== Dataset content
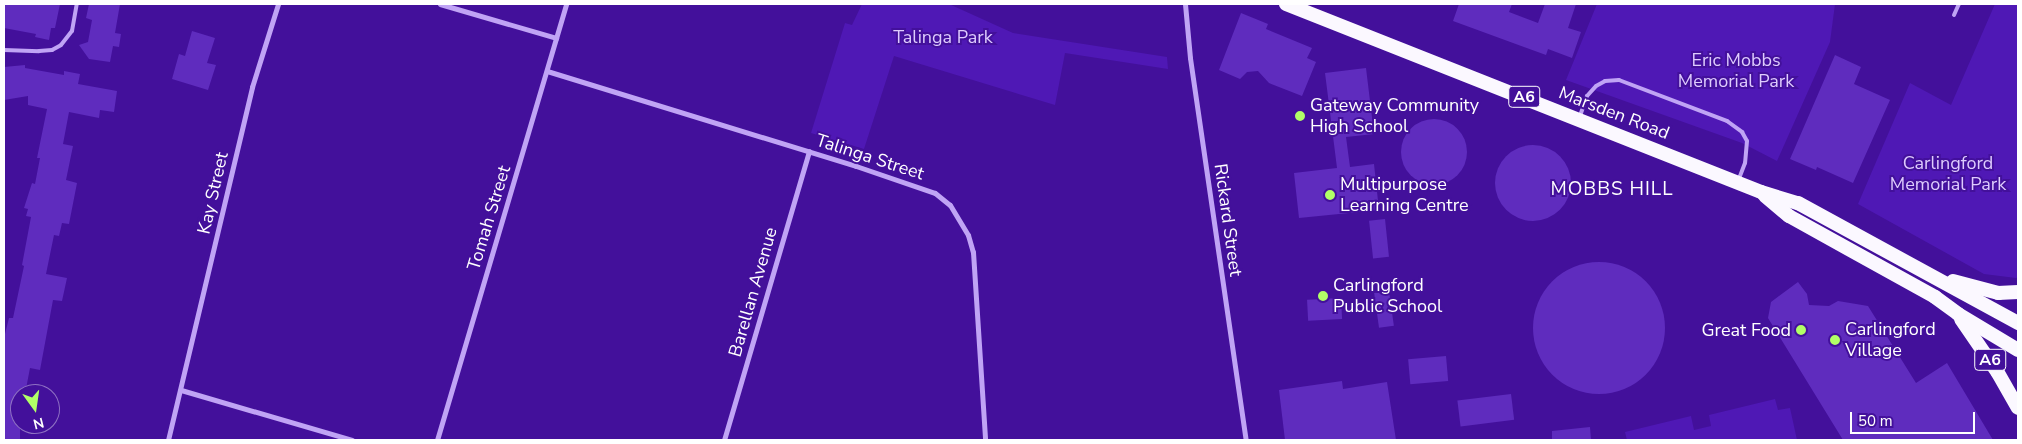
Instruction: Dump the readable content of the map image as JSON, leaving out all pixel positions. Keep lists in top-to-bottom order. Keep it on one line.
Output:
{"streets":{"highway":["A6","Marsden Road"],"street":["Talinga Street","Kay Street","Tomah Street","Rickard Street","Barellan Avenue"]},"crossings":[["A6","Marsden Road"],["Talinga Street","Tomah Street"],["Talinga Street","Barellan Avenue"]],"districts":["MOBBS HILL"],"parks":["Talinga Park","Eric Mobbs Memorial Park","Carlingford Memorial Park"],"places":["Gateway Community High School","Multipurpose Learning Centre","Carlingford Public School","Great Food","Carlingford Village"],"scale_bar":"50 m","north":"bottom"}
====
Word-for-word output of the material above is needed, with the pictures left out.

> [Reply to the task]
Instruction: Dump the readable content of the map image as JSON, leaving out all pixel positions. Keep lists in top-to-bottom order. Keep it on one line.
Output:
{"streets":{"highway":["A6","Marsden Road"],"street":["Talinga Street","Kay Street","Tomah Street","Rickard Street","Barellan Avenue"]},"crossings":[["A6","Marsden Road"],["Talinga Street","Tomah Street"],["Talinga Street","Barellan Avenue"]],"districts":["MOBBS HILL"],"parks":["Talinga Park","Eric Mobbs Memorial Park","Carlingford Memorial Park"],"places":["Gateway Community High School","Multipurpose Learning Centre","Carlingford Public School","Great Food","Carlingford Village"],"scale_bar":"50 m","north":"bottom"}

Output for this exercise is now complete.